RNA is generally a single-stranded polynucleotide. However, it can fold back on itself to form complex secondary and tertiary structures, often involving intramolecular base pairing (A-U, G-C). a. Single-Stranded Nature: Unlike DNA, RNA typically exists as a single strand, making it more flexible and capable of forming diverse three-dimensional structures.

b. Chemical Differences from DNA: As mentioned, RNA contains ribose sugar (with 2'-OH group) and Uracil (U) instead of Thymine (T). c. Types of RNA: There are several functional types of RNA, each with distinct roles: * Messenger RNA (mRNA): Carries genetic information from DNA in the nucleus to the ribosomes in the cytoplasm, where it serves as a template for protein synthesis.

* Transfer RNA (tRNA): Small RNA molecules that act as adaptors, carrying specific amino acids to the ribosome during protein synthesis, matching them to the codons on mRNA. * Ribosomal RNA (rRNA): A major component of ribosomes, where protein synthesis occurs.

rRNA also possesses catalytic activity (ribozyme). * Small Nuclear RNA (snRNA), Small Nucleolar RNA (snoRNA), MicroRNA (miRNA), Small Interfering RNA (siRNA): These are involved in various regulatory processes, including gene expression, splicing, and RNA modification.
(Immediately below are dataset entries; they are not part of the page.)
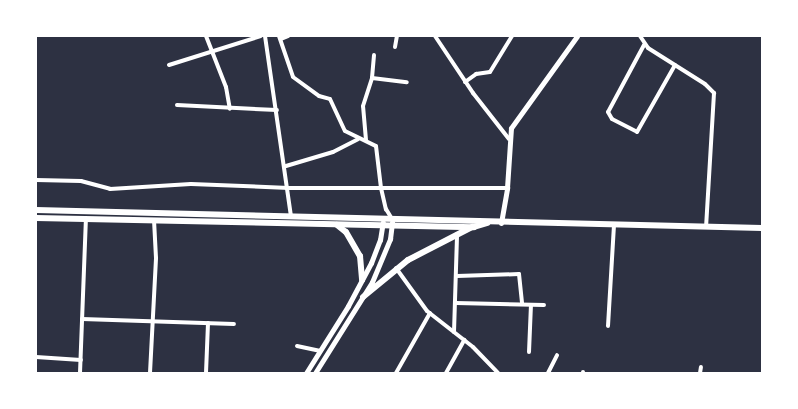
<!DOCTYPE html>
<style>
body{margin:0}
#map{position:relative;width:798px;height:409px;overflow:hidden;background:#2d3142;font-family:Karla,sans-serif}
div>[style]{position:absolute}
.minor>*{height:4px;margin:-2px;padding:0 2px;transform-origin:2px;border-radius:2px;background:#fff}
.tertiary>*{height:5px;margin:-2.5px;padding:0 2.5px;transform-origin:2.5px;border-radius:2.5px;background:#fff}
.primary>*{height:6px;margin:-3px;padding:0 3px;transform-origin:3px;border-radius:3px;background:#fff}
span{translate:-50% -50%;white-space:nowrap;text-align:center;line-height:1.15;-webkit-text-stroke:3px #fff;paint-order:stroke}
.frame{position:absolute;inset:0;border:37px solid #fff;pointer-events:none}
</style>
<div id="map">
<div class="minor">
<i style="left:206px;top:36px;width:55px;rotate:68.6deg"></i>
<i style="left:226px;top:87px;width:22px;rotate:80deg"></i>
<i style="left:265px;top:36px;width:182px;rotate:81.8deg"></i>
<i style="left:279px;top:36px;width:43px;rotate:71.1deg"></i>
<i style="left:293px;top:77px;width:32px;rotate:36deg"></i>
<i style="left:319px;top:96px;width:11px;rotate:15deg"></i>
<i style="left:330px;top:99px;width:35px;rotate:65deg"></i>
<i style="left:345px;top:131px;width:34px;rotate:26deg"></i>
<i style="left:376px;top:146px;width:42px;rotate:83.2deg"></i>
<i style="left:381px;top:188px;width:22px;rotate:77deg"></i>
<i style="left:386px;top:209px;width:12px;rotate:59deg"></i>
<i style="left:435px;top:36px;width:69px;rotate:56.3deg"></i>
<i style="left:473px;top:93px;width:58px;rotate:52deg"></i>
<i style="left:640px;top:36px;width:14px;rotate:56deg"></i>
<i style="left:648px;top:48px;width:67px;rotate:32.3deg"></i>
<i style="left:705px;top:84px;width:13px;rotate:45deg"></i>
<i style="left:714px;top:93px;width:133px;rotate:93.4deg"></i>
<i style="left:281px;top:39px;width:8px;rotate:-23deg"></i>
<i style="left:644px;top:45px;width:76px;rotate:118.2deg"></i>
<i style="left:608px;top:112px;width:8px;rotate:60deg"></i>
<i style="left:612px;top:119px;width:28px;rotate:27deg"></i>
<i style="left:637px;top:132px;width:77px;rotate:-60.4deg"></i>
<i style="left:395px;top:47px;width:11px;rotate:-80deg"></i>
<i style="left:169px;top:65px;width:96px;rotate:-17.5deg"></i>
<i style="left:372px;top:78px;width:35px;rotate:7deg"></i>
<i style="left:465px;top:82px;width:14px;rotate:-36deg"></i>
<i style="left:476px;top:74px;width:14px;rotate:-8deg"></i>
<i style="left:490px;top:72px;width:42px;rotate:-58.6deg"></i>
<i style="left:177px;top:105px;width:100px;rotate:2.9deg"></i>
<i style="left:366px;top:140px;width:34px;rotate:-95deg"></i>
<i style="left:363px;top:106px;width:29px;rotate:-72deg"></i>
<i style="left:372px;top:78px;width:23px;rotate:-85deg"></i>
<i style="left:286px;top:166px;width:49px;rotate:-16.6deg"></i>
<i style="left:333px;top:152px;width:28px;rotate:-27deg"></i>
<i style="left:36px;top:180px;width:45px;rotate:1.3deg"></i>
<i style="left:81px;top:181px;width:30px;rotate:15deg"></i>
<i style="left:110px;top:189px;width:81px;rotate:-3.5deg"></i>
<i style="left:191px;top:184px;width:98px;rotate:2.3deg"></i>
<i style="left:289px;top:188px;width:218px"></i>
<i style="left:396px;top:268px;width:53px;rotate:54.2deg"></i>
<i style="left:427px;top:311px;width:58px;rotate:38deg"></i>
<i style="left:473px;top:347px;width:36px;rotate:46deg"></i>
<i style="left:457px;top:276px;width:62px;rotate:-1.8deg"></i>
<i style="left:519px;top:274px;width:30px;rotate:84deg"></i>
<i style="left:456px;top:303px;width:88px;rotate:1.3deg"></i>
<i style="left:82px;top:319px;width:152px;rotate:1.9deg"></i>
<i style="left:608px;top:326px;width:101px;rotate:-86.6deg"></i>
<i style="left:454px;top:332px;width:98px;rotate:-88.2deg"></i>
<i style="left:297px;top:346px;width:24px;rotate:12deg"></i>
<i style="left:529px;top:352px;width:47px;rotate:-87.6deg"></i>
<i style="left:36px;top:357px;width:45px;rotate:3.8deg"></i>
<i style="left:80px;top:373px;width:154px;rotate:-87.8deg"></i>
<i style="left:150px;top:373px;width:115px;rotate:-87deg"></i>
<i style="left:156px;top:258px;width:36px;rotate:-93deg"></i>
<i style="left:206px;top:373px;width:50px;rotate:-87.7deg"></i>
<i style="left:396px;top:373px;width:69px;rotate:-60.5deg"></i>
<i style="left:446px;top:373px;width:38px;rotate:-61deg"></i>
<i style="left:548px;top:373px;width:20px;rotate:-63deg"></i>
<i style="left:583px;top:373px;width:1px;rotate:-90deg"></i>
<i style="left:700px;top:373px;width:6px;rotate:-81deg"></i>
</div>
<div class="tertiary">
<i style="left:501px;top:223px;width:36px;rotate:-80deg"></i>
<i style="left:507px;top:188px;width:60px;rotate:-86.2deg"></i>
<i style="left:511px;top:128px;width:113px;rotate:-54.3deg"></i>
<i style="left:306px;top:373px;width:79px;rotate:-57.9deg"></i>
<i style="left:348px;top:306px;width:49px;rotate:-61.9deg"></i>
<i style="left:371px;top:263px;width:25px;rotate:-69deg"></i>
<i style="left:380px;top:240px;width:18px;rotate:-81deg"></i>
<i style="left:315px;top:373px;width:107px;rotate:-57.9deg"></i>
<i style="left:372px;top:282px;width:47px;rotate:-67.3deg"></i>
<i style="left:390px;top:239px;width:17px;rotate:-83deg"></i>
</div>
<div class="primary">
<i style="left:36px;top:210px;width:726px;rotate:1.42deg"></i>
<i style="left:36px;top:218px;width:438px;rotate:1.2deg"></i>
<i style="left:474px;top:227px;width:14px;rotate:-17deg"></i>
<i style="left:337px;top:225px;width:11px;rotate:38deg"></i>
<i style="left:346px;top:232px;width:28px;rotate:60deg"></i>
<i style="left:360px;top:256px;width:24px;rotate:85deg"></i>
<i style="left:363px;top:297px;width:58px;rotate:-39.4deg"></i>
<i style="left:408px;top:260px;width:72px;rotate:-27.3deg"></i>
</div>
<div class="frame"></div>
</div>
5. Chemical Stability and Reactivity

DNA's Stability — The absence of the 2'-hydroxyl group in deoxyribose makes DNA chemically more stable and less susceptible to hydrolysis, especially under alkaline conditions. This stability is crucial for its role as a long-term genetic information storage molecule. The double-helical structure also protects the bases from chemical modification.
RNA's Reactivity — The presence of the 2'-hydroxyl group in ribose makes RNA more reactive and susceptible to alkaline hydrolysis. This inherent instability is consistent with RNA's transient and diverse roles in gene expression, where its molecules are often synthesized, used, and then degraded quickly.
Denaturation and Renaturation — DNA can be denatured (strands separated) by heating, which breaks the hydrogen bonds. Upon cooling, the complementary strands can re-anneal or renature, demonstrating the strength of base pairing.

6. NEET-Specific Angle

For NEET, understanding the structural differences between DNA and RNA (sugar, bases, strandedness) is paramount. Questions often test the number of hydrogen bonds in A-T vs. G-C pairs, the directionality of strands, the components of a nucleotide/nucleoside, and the chemical nature of phosphodiester bonds.

The stability difference due to the 2'-OH group is a frequently tested concept. Knowledge of the different types of RNA and their specific functions is also crucial, bridging chemistry with molecular biology.

Be prepared for questions that require calculating the percentage of other bases if one base's percentage is given (Chargaff's rules).